Leveraging Christoffel-Darboux Kernels to Strengthen Moment-SOS Relaxations
Srećko Ðurašinović, Perla Azzi, Jean-Bernard Lasserre, Victor Magron, Olga Mula, Jun Zhao
TL;DR
This work addresses the scalability bottleneck of the Moment-SOS hierarchy in polynomial optimization by introducing Christoffel-Darboux kernel-based constraints that strengthen a fixed-order relaxation.

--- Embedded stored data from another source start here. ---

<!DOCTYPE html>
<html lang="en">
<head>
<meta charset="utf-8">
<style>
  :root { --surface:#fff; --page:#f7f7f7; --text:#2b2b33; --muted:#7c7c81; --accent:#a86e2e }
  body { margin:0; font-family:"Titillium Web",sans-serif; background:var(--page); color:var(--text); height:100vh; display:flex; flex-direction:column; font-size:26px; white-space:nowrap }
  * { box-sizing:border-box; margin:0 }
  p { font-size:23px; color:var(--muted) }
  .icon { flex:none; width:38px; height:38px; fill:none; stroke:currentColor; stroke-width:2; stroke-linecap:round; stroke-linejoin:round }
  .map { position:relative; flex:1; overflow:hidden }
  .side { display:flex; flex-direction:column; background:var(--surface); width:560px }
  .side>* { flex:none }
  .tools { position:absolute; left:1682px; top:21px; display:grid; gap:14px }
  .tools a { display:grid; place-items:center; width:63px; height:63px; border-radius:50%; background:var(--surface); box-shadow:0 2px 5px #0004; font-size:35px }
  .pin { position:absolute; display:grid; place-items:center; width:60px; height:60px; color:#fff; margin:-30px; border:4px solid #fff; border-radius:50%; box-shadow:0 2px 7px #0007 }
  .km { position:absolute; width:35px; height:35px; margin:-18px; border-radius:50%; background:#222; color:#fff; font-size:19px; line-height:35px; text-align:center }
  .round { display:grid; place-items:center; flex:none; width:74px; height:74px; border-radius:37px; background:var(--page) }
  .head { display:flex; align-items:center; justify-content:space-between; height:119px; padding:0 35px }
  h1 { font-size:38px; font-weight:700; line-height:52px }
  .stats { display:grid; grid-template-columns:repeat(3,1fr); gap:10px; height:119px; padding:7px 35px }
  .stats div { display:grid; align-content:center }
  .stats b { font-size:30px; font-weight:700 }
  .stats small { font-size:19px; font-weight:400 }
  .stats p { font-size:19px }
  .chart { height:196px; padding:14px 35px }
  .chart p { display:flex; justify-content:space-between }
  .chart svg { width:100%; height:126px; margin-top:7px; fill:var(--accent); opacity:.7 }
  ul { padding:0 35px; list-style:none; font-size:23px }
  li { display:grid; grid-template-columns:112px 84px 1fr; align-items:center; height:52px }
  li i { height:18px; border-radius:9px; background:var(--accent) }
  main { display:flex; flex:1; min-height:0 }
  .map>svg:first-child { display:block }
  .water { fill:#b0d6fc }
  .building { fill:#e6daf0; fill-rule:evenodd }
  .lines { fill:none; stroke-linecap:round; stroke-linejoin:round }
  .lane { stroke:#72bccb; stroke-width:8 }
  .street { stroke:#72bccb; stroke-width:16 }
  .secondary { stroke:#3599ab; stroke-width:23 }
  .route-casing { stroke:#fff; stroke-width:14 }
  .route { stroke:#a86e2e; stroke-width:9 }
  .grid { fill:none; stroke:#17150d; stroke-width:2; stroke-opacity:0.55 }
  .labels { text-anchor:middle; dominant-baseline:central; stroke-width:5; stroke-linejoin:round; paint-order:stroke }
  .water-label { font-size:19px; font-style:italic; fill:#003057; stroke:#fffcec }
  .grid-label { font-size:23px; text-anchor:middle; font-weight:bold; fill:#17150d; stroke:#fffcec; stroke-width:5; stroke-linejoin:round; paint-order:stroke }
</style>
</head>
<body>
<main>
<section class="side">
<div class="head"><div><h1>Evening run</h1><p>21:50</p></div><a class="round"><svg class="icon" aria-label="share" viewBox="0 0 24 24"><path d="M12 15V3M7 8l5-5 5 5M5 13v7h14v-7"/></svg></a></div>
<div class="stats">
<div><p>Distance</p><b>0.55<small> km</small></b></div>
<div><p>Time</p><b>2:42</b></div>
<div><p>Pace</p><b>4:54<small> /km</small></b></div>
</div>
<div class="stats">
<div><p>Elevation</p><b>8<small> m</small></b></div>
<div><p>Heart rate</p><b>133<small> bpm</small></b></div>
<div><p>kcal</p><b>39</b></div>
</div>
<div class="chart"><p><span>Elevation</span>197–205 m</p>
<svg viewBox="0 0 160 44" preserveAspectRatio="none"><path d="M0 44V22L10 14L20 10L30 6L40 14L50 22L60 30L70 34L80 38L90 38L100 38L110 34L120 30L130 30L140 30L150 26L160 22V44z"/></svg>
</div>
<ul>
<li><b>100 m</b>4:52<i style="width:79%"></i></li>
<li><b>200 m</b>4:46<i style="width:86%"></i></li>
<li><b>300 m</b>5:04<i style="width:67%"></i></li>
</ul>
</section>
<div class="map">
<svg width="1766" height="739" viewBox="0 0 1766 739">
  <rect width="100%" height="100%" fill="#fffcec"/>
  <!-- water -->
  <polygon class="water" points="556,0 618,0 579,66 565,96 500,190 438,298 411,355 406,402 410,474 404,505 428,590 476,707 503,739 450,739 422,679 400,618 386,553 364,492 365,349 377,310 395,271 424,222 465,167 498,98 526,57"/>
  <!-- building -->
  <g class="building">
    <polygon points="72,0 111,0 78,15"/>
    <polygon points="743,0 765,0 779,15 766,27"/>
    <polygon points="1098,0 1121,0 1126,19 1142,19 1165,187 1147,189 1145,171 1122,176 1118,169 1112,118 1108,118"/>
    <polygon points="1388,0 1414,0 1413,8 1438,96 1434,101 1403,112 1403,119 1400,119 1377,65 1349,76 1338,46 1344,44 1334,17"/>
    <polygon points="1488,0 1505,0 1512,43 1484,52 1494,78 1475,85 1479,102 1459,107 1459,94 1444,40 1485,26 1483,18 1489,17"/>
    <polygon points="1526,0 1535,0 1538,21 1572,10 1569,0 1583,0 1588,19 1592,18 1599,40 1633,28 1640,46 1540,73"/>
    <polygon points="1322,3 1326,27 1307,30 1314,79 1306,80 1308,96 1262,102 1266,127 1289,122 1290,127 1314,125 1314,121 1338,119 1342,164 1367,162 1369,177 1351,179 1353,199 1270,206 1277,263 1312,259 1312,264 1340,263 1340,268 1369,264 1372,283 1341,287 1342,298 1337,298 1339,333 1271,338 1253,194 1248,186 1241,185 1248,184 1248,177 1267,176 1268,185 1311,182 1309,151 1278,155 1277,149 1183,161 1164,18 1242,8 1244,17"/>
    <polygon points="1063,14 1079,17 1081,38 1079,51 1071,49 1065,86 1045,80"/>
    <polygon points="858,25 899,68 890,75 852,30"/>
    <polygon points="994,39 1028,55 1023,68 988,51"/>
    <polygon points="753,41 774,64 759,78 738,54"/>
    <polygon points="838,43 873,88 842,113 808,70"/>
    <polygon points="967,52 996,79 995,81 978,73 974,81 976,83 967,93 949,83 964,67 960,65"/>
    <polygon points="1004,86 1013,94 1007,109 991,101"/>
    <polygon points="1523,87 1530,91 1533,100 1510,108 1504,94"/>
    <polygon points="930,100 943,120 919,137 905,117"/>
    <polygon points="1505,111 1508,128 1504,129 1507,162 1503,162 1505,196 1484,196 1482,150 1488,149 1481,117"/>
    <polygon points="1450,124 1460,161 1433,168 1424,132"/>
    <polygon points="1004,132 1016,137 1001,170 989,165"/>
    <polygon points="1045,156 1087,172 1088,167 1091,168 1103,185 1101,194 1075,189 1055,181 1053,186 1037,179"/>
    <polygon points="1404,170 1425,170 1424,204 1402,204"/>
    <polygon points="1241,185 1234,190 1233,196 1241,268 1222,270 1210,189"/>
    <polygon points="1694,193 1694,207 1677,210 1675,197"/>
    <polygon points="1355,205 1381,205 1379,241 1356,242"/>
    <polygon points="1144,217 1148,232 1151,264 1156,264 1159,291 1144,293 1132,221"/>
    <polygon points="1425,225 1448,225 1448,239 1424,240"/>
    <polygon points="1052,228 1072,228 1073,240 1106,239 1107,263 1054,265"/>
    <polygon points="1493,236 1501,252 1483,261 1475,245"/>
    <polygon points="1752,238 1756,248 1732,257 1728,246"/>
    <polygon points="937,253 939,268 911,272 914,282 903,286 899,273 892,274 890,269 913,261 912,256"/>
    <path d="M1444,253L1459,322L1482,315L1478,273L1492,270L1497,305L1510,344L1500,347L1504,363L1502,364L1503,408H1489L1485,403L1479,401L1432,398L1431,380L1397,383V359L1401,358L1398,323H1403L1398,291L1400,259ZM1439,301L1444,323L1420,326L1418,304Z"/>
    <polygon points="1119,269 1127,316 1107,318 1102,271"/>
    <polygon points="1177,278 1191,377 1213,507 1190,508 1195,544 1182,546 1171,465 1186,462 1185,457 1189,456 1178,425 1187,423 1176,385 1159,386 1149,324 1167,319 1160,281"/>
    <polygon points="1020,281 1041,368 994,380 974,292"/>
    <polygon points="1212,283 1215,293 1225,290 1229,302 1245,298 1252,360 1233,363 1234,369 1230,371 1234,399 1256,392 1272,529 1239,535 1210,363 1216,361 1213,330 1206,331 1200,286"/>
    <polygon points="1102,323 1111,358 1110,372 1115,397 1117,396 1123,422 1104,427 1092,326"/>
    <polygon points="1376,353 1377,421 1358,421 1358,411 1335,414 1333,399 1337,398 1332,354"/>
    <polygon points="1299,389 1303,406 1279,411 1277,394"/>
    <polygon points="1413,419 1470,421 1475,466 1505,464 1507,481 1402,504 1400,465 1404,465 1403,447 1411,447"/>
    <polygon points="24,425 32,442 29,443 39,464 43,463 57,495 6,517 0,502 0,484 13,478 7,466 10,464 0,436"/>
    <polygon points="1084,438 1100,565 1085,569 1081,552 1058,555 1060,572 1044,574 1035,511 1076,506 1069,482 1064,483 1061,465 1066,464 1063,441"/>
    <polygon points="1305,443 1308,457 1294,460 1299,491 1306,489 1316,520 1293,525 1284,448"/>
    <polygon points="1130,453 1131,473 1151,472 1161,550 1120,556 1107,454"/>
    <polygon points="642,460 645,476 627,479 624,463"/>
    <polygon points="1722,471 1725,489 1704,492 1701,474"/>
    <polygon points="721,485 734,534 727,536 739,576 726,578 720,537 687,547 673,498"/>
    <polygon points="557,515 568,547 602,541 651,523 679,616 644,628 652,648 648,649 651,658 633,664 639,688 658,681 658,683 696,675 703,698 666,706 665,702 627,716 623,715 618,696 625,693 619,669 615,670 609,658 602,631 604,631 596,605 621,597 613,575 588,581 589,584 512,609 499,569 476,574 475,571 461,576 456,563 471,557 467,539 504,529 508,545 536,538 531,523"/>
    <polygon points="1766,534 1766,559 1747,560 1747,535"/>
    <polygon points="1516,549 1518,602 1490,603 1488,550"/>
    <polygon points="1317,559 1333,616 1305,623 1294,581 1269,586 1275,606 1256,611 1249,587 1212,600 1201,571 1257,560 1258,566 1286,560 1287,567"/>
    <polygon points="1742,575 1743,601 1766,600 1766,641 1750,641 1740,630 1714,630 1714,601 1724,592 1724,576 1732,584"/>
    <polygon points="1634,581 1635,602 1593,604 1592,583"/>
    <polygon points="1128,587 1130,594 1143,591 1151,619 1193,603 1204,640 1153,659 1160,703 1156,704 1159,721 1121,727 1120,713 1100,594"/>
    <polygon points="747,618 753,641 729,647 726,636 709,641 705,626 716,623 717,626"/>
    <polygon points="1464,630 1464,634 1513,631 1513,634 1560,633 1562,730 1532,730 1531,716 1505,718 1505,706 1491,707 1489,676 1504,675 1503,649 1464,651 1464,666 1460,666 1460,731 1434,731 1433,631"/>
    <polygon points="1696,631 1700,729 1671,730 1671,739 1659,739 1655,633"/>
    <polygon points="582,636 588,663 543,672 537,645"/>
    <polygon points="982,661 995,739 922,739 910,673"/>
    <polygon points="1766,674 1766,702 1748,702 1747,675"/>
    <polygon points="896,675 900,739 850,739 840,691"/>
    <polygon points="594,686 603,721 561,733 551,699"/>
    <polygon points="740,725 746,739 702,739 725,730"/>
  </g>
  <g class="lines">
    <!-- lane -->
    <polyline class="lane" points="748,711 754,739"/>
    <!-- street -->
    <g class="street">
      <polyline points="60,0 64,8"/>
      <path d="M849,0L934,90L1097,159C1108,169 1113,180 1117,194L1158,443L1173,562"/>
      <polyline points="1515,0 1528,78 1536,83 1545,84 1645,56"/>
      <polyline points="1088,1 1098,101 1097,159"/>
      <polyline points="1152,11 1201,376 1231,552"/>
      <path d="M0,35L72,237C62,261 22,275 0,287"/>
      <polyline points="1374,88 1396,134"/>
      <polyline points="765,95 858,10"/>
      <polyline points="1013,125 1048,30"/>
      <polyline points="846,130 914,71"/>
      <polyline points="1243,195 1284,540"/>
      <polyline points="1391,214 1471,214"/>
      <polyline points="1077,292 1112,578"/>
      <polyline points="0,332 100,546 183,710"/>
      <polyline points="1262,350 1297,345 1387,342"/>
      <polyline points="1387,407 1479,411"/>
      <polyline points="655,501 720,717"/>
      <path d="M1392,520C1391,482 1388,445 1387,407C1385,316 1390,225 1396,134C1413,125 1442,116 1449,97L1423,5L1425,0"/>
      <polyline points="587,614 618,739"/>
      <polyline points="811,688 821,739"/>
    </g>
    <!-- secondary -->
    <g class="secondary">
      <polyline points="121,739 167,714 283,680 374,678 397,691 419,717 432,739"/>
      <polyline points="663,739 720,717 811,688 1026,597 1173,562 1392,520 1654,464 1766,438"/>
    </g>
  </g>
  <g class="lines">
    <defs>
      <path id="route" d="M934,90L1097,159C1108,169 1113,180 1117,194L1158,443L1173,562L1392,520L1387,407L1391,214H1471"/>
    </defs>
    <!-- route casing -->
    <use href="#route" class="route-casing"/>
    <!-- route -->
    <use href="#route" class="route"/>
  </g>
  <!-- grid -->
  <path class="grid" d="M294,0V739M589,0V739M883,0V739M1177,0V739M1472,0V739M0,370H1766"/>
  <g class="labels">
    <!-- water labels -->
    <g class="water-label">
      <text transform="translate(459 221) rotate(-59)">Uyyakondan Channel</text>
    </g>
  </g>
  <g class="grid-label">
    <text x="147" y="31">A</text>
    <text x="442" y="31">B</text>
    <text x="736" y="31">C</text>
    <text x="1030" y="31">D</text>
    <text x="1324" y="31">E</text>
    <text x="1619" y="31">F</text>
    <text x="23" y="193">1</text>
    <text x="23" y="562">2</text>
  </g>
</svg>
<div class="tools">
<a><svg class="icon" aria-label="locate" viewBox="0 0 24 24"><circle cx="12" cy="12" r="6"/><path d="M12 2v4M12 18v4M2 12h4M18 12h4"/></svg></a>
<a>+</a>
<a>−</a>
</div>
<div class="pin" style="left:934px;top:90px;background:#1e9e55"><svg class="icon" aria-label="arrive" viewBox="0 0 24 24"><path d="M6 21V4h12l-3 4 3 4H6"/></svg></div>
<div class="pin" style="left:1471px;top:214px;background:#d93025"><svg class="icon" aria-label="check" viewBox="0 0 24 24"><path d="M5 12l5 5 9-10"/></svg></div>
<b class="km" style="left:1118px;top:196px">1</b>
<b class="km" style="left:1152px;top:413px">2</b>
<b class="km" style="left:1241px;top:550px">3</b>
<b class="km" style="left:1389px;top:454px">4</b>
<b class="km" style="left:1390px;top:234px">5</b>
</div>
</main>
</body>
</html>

It formulates two practical heuristics, H1 (iterative feasibility-shrinking) and H2 (local-solution guided), to tighten the order-$d$ bound without solving higher-order SDPs, and extends them to correlative sparsity via H1CS and H2CS. The methods exploit CDK sublevel sets and marginal CD polynomials to confine the feasible region and guide improvement, achieving substantial gap reductions and often enabling minimizer extraction with a fraction of the cost of higher-order relaxations. These techniques offer a versatile, scalable avenue to accelerate POP solvers and could be integrated into Branch & Bound or extended to more general discrete constraints, broadening the practical impact of SDP-based optimization.
Abstract
The classical Moment-Sum Of Squares hierarchy allows to approximate a global minimum of a polynomial optimization problem through semidefinite relaxations of increasing size. However, for many optimization instances, solving higher order relaxations becomes impractical or even impossible due to the substantial computational demands they impose. To address this, existing methods often exploit intrinsic problem properties, such as symmetries or sparsity. Here, we present a complementary approach, which enhances the accuracy of computationally more efficient low-order relaxations by leveraging Christoffel-Darboux kernels. Such strengthened relaxations often yield significantly improved bounds or even facilitate minimizer extraction. We illustrate the efficiency of our approach on several classes of important quadratically constrained quadratic Programs.